● Task item
Leave the pictures out and write out exactly the lines from the top of the entries through the line containing "0 #2b2b2b) drop-shadow(-2px".

(Data shown begins)

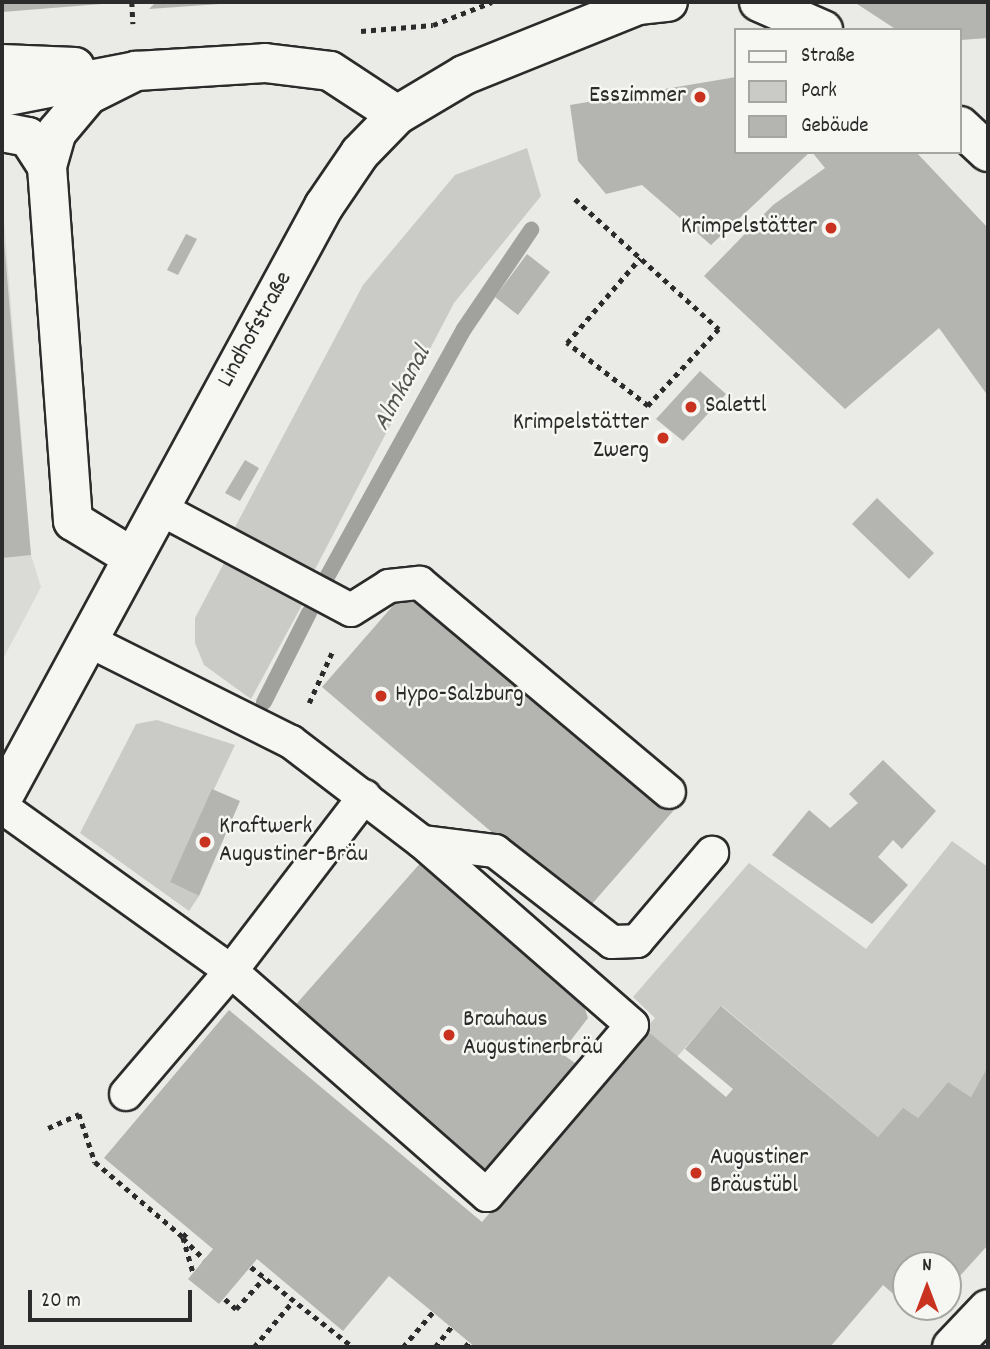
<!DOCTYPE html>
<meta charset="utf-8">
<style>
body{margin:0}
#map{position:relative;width:990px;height:1349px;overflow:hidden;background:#eaeae6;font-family:Dekko,sans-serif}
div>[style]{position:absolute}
.built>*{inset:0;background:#dadad6}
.green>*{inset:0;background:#cacac7}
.stream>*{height:16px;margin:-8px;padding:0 8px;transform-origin:8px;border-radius:8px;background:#a1a19e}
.building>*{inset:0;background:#b4b4b1}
.path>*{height:4.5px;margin-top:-2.25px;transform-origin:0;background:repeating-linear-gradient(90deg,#2b2b2b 0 5px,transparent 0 10px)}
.roads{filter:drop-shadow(2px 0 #2b2b2b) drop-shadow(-2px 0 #2b2b2b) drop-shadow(0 2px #2b2b2b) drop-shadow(0 -2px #2b2b2b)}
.service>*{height:32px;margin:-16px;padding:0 16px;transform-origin:16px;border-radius:16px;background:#f6f6f2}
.minor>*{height:38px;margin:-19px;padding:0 19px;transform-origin:19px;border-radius:19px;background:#f6f6f2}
.tertiary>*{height:38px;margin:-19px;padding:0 19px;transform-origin:19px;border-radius:19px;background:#f6f6f2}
.dots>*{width:19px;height:19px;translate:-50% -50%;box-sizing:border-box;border:4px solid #f6f6f2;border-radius:50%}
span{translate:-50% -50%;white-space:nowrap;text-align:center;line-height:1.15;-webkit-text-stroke:5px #f6f6f2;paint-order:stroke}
.poi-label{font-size:24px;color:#2b2b2b}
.right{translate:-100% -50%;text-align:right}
.left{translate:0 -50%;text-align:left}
.street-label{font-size:24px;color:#2b2b2b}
.water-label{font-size:26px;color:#545453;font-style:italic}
.frame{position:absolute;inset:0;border:4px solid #2b2b2b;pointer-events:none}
.legend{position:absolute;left:734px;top:28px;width:228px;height:126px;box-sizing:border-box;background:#f6f6f2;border:2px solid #a5a5a2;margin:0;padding:9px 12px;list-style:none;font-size:21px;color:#2b2b2b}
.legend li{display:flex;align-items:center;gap:14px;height:35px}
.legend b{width:35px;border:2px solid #a5a5a2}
.north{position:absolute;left:892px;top:1251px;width:70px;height:70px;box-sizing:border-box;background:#f6f6f2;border:2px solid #a5a5a2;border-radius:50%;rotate:0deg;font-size:19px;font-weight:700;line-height:28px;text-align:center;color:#2b2b2b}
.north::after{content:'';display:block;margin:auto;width:24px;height:32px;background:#c8321e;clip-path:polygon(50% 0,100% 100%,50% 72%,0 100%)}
.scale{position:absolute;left:28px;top:1290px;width:164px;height:32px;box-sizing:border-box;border:4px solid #2b2b2b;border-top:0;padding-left:9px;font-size:21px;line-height:24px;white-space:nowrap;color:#2b2b2b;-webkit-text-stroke:5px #f6f6f2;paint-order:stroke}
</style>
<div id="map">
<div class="built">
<i style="clip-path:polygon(2px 195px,31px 555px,41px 587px,2px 661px)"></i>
</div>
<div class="green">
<i style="clip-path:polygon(527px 148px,541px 196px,454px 303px,311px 577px,233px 531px,363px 285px,455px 175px)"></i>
<i style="clip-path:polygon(224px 563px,302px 605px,251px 699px,204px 665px,195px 643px,195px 618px)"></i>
<i style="clip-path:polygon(157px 720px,235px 745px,170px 882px,199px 896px,189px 911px,80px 833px,136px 724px)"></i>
<i style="clip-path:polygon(952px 841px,988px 867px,988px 1066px,971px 1097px,948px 1082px,918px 1118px,878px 1137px,722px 1006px,677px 1057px,645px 1029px,655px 1018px,633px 997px,749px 863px,866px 949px)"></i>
</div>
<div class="stream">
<i style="left:327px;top:577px;width:283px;rotate:-61.1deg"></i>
<i style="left:464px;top:329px;width:120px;rotate:-55.9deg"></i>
<i style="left:264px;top:702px;width:100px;rotate:-63.2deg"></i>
</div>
<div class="building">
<i style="clip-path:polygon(2px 2px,102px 2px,102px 4px,2px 12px)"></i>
<i style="clip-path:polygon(156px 2px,220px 2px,220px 4px,149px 9px)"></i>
<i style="clip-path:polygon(854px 2px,988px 2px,988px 38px,961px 40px,960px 30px,897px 30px)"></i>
<i style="clip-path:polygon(736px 77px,736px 152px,810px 152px,711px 245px,642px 185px,606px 194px,578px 161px,570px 105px)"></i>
<i style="clip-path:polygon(812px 152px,916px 152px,988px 228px,988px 396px,939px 328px,845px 409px,704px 276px,773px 205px,825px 168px)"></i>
<i style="clip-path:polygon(2px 219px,31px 555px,2px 558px)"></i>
<i style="clip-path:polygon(186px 234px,197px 239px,178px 275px,167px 270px)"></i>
<i style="clip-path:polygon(527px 254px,550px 272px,518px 315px,495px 297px)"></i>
<i style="clip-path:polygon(700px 371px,726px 394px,683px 441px,656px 419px)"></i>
<i style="clip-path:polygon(245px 460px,259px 468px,240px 501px,225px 493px)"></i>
<i style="clip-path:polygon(877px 498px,934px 553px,909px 579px,852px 524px)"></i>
<i style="clip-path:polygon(411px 585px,674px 810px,585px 912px,322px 687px)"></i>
<i style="clip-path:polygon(883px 760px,936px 811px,902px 849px,893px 840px,878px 857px,908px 885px,872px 924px,772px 855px,809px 810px,830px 828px,858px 803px,849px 794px)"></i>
<i style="clip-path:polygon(212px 789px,240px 801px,199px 896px,170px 882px)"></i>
<i style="clip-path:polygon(423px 860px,583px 1003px,588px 1018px,561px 1053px,582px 1068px,489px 1178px,292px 1009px)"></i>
<i style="clip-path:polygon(721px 1006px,878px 1137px,903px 1108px,918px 1118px,948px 1082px,971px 1097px,988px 1066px,988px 1245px,948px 1289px,948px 1265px,906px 1265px,906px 1305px,883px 1285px,830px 1347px,475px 1347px,389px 1276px,343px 1331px,257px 1259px,219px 1304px,188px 1279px,213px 1249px,104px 1158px,229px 1010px,482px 1222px,645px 1029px,726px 1097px,733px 1089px,685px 1049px)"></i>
<i style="clip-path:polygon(908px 1307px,931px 1307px,921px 1318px)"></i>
</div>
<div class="path">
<i style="left:132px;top:2px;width:22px;rotate:87deg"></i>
<i style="left:361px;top:31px;width:72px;rotate:-4.8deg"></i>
<i style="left:433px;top:25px;width:63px;rotate:-21.3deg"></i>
<i style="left:575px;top:199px;width:194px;rotate:42.1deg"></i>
<i style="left:719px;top:329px;width:105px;rotate:132.7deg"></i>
<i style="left:648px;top:406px;width:103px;rotate:-142.1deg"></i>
<i style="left:567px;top:343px;width:112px;rotate:-49.3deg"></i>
<i style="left:309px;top:703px;width:58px;rotate:-65.6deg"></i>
<i style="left:79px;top:1114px;width:51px;rotate:71.6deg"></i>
<i style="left:95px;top:1162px;width:116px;rotate:40.4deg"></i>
<i style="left:183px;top:1237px;width:9px;rotate:-49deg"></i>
<i style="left:48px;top:1128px;width:34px;rotate:-24deg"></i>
<i style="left:183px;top:1237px;width:36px;rotate:74deg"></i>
<i style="left:183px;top:1238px;width:30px;rotate:45deg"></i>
<i style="left:251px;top:1267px;width:130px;rotate:38.1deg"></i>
<i style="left:225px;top:1299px;width:15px;rotate:42deg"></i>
<i style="left:236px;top:1309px;width:42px;rotate:-47.9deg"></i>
<i style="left:254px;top:1347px;width:60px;rotate:-49.7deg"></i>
<i style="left:403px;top:1347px;width:46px;rotate:-49.4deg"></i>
<i style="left:435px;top:1347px;width:26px;rotate:-51deg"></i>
<i style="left:465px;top:1347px;width:6px;rotate:-51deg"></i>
</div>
<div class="roads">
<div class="service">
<i style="left:159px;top:508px;width:217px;rotate:28deg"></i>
<i style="left:351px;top:610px;width:45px;rotate:-32.3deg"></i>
<i style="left:389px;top:586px;width:31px;rotate:-6deg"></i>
<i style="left:420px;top:583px;width:325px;rotate:40deg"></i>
<i style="left:2px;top:807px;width:282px;rotate:35.6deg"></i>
<i style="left:231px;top:971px;width:340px;rotate:41.2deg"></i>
<i style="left:487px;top:1195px;width:223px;rotate:-49.5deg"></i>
<i style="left:632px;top:1025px;width:279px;rotate:-138.9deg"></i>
<i style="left:422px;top:842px;width:165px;rotate:-142.6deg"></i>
<i style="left:291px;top:742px;width:228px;rotate:-153.4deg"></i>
<i style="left:422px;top:842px;width:74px;rotate:7deg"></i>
<i style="left:495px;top:851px;width:148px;rotate:37.9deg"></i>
<i style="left:612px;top:942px;width:25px;rotate:-2deg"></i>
<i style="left:637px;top:941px;width:116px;rotate:-49.6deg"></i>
<i style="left:126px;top:1094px;width:162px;rotate:-49.5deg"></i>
<i style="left:231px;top:971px;width:220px;rotate:-52.6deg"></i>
</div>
<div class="minor">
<i style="left:2px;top:64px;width:73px;rotate:2.4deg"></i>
<i style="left:2px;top:97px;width:136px;rotate:-11deg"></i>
<i style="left:136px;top:71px;width:129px;rotate:-3.5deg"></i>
<i style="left:265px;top:63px;width:65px;rotate:7deg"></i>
<i style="left:330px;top:71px;width:80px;rotate:33.3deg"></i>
<i style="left:2px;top:132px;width:26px;rotate:11deg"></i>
<i style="left:28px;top:137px;width:35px;rotate:57deg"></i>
<i style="left:132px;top:557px;width:69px;rotate:-148.6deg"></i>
<i style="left:73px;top:521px;width:356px;rotate:-94.2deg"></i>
<i style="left:47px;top:166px;width:35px;rotate:-74deg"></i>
<i style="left:57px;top:132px;width:48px;rotate:-50deg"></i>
<i style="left:88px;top:95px;width:54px;rotate:-26.6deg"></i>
<i style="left:952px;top:1347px;width:52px;rotate:-46.5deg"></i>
</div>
<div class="tertiary">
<i style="left:759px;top:2px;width:70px;rotate:23.6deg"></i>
<i style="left:960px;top:126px;width:38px;rotate:43deg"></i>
<i style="left:2px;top:799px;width:675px;rotate:-61.5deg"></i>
<i style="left:324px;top:206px;width:64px;rotate:-55.8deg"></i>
<i style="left:360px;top:153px;width:53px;rotate:-45.8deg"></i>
<i style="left:397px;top:115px;width:78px;rotate:-30.8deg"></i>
<i style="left:464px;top:75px;width:188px;rotate:-21.9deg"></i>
<i style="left:638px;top:5px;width:30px;rotate:-6deg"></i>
</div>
</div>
<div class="dots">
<i style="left:700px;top:97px;background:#c8321e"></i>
<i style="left:831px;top:228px;background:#c8321e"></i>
<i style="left:691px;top:407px;background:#c8321e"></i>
<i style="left:663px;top:438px;background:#c8321e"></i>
<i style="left:381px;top:696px;background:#c8321e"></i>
<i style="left:205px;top:842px;background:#c8321e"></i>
<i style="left:449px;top:1035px;background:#c8321e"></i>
<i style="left:696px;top:1173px;background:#c8321e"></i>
</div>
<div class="poi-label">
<span class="right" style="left:686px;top:97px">Esszimmer</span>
<span class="right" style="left:817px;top:228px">Krimpelstätter</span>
<span class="left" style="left:705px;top:407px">Salettl</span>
<span class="right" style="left:649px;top:438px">Krimpelstätter<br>Zwerg</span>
<span class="left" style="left:395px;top:696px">Hypo-Salzburg</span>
<span class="left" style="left:219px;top:842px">Kraftwerk<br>Augustiner-Bräu</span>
<span class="left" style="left:463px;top:1035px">Brauhaus<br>Augustinerbräu</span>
<span class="left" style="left:710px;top:1173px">Augustiner<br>Bräustübl</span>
</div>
<div class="street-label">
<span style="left:256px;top:330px;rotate:-61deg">Lindhofstraße</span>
</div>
<div class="water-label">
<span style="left:403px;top:389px;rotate:-61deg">Almkanal</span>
</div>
<div class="frame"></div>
<ul class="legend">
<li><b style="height:9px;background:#f6f6f2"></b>Straße</li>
<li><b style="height:19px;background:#cacac7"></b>Park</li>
<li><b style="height:19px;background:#b4b4b1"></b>Gebäude</li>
</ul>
<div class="north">N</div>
<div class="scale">20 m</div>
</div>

(Data shown ends)

● Output of the task
<!DOCTYPE html>
<meta charset="utf-8">
<style>
body{margin:0}
#map{position:relative;width:990px;height:1349px;overflow:hidden;background:#eaeae6;font-family:Dekko,sans-serif}
div>[style]{position:absolute}
.built>*{inset:0;background:#dadad6}
.green>*{inset:0;background:#cacac7}
.stream>*{height:16px;margin:-8px;padding:0 8px;transform-origin:8px;border-radius:8px;background:#a1a19e}
.building>*{inset:0;background:#b4b4b1}
.path>*{height:4.5px;margin-top:-2.25px;transform-origin:0;background:repeating-linear-gradient(90deg,#2b2b2b 0 5px,transparent 0 10px)}
.roads{filter:drop-shadow(2px 0 #2b2b2b) drop-shadow(-2px 0 #2b2b2b) drop-shadow(0 2px #2b2b2b) drop-shadow(0 -2px #2b2b2b)}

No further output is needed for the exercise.